TASK PROMPT => Each record, exactly as written, should be printed again.

Stored data:
════════════════════
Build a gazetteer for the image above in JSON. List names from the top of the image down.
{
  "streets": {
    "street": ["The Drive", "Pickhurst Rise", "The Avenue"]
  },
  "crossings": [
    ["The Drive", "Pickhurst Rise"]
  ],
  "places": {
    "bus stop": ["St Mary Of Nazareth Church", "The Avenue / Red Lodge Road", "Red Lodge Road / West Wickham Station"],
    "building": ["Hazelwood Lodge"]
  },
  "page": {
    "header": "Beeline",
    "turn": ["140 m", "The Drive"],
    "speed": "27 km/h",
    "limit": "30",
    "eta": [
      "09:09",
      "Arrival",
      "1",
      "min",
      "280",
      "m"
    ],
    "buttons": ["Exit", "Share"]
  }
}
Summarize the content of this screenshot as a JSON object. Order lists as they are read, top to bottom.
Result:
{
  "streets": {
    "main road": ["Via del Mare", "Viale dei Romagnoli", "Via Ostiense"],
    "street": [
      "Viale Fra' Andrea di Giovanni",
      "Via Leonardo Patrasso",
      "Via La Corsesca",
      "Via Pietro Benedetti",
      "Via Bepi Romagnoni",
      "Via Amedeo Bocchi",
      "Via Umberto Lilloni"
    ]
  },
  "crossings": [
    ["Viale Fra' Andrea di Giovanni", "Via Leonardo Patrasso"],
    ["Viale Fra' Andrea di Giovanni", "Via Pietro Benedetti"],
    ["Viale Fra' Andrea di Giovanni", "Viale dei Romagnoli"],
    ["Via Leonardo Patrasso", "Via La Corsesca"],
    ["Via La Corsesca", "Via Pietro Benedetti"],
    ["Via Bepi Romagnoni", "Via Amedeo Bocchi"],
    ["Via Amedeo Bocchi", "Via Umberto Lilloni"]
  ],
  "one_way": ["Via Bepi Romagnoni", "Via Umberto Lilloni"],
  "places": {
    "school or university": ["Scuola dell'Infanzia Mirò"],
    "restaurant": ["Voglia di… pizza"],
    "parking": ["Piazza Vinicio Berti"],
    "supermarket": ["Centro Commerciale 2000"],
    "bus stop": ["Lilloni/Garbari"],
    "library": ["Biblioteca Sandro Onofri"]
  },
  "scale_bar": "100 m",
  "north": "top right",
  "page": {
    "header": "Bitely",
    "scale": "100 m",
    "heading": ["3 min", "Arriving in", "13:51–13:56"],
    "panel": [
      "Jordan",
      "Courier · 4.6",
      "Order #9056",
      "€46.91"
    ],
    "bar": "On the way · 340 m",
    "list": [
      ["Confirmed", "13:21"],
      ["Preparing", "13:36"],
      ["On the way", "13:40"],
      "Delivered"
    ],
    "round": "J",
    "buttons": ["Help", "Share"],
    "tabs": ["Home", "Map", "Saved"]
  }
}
════════════════════
RESULT OF THE EXERCISE =>
Build a gazetteer for the image above in JSON. List names from the top of the image down.
{
  "streets": {
    "street": ["The Drive", "Pickhurst Rise", "The Avenue"]
  },
  "crossings": [
    ["The Drive", "Pickhurst Rise"]
  ],
  "places": {
    "bus stop": ["St Mary Of Nazareth Church", "The Avenue / Red Lodge Road", "Red Lodge Road / West Wickham Station"],
    "building": ["Hazelwood Lodge"]
  },
  "page": {
    "header": "Beeline",
    "turn": ["140 m", "The Drive"],
    "speed": "27 km/h",
    "limit": "30",
    "eta": [
      "09:09",
      "Arrival",
      "1",
      "min",
      "280",
      "m"
    ],
    "buttons": ["Exit", "Share"]
  }
}
Summarize the content of this screenshot as a JSON object. Order lists as they are read, top to bottom.
Result:
{
  "streets": {
    "main road": ["Via del Mare", "Viale dei Romagnoli", "Via Ostiense"],
    "street": [
      "Viale Fra' Andrea di Giovanni",
      "Via Leonardo Patrasso",
      "Via La Corsesca",
      "Via Pietro Benedetti",
      "Via Bepi Romagnoni",
      "Via Amedeo Bocchi",
      "Via Umberto Lilloni"
    ]
  },
  "crossings": [
    ["Viale Fra' Andrea di Giovanni", "Via Leonardo Patrasso"],
    ["Viale Fra' Andrea di Giovanni", "Via Pietro Benedetti"],
    ["Viale Fra' Andrea di Giovanni", "Viale dei Romagnoli"],
    ["Via Leonardo Patrasso", "Via La Corsesca"],
    ["Via La Corsesca", "Via Pietro Benedetti"],
    ["Via Bepi Romagnoni", "Via Amedeo Bocchi"],
    ["Via Amedeo Bocchi", "Via Umberto Lilloni"]
  ],
  "one_way": ["Via Bepi Romagnoni", "Via Umberto Lilloni"],
  "places": {
    "school or university": ["Scuola dell'Infanzia Mirò"],
    "restaurant": ["Voglia di… pizza"],
    "parking": ["Piazza Vinicio Berti"],
    "supermarket": ["Centro Commerciale 2000"],
    "bus stop": ["Lilloni/Garbari"],
    "library": ["Biblioteca Sandro Onofri"]
  },
  "scale_bar": "100 m",
  "north": "top right",
  "page": {
    "header": "Bitely",
    "scale": "100 m",
    "heading": ["3 min", "Arriving in", "13:51–13:56"],
    "panel": [
      "Jordan",
      "Courier · 4.6",
      "Order #9056",
      "€46.91"
    ],
    "bar": "On the way · 340 m",
    "list": [
      ["Confirmed", "13:21"],
      ["Preparing", "13:36"],
      ["On the way", "13:40"],
      "Delivered"
    ],
    "round": "J",
    "buttons": ["Help", "Share"],
    "tabs": ["Home", "Map", "Saved"]
  }
}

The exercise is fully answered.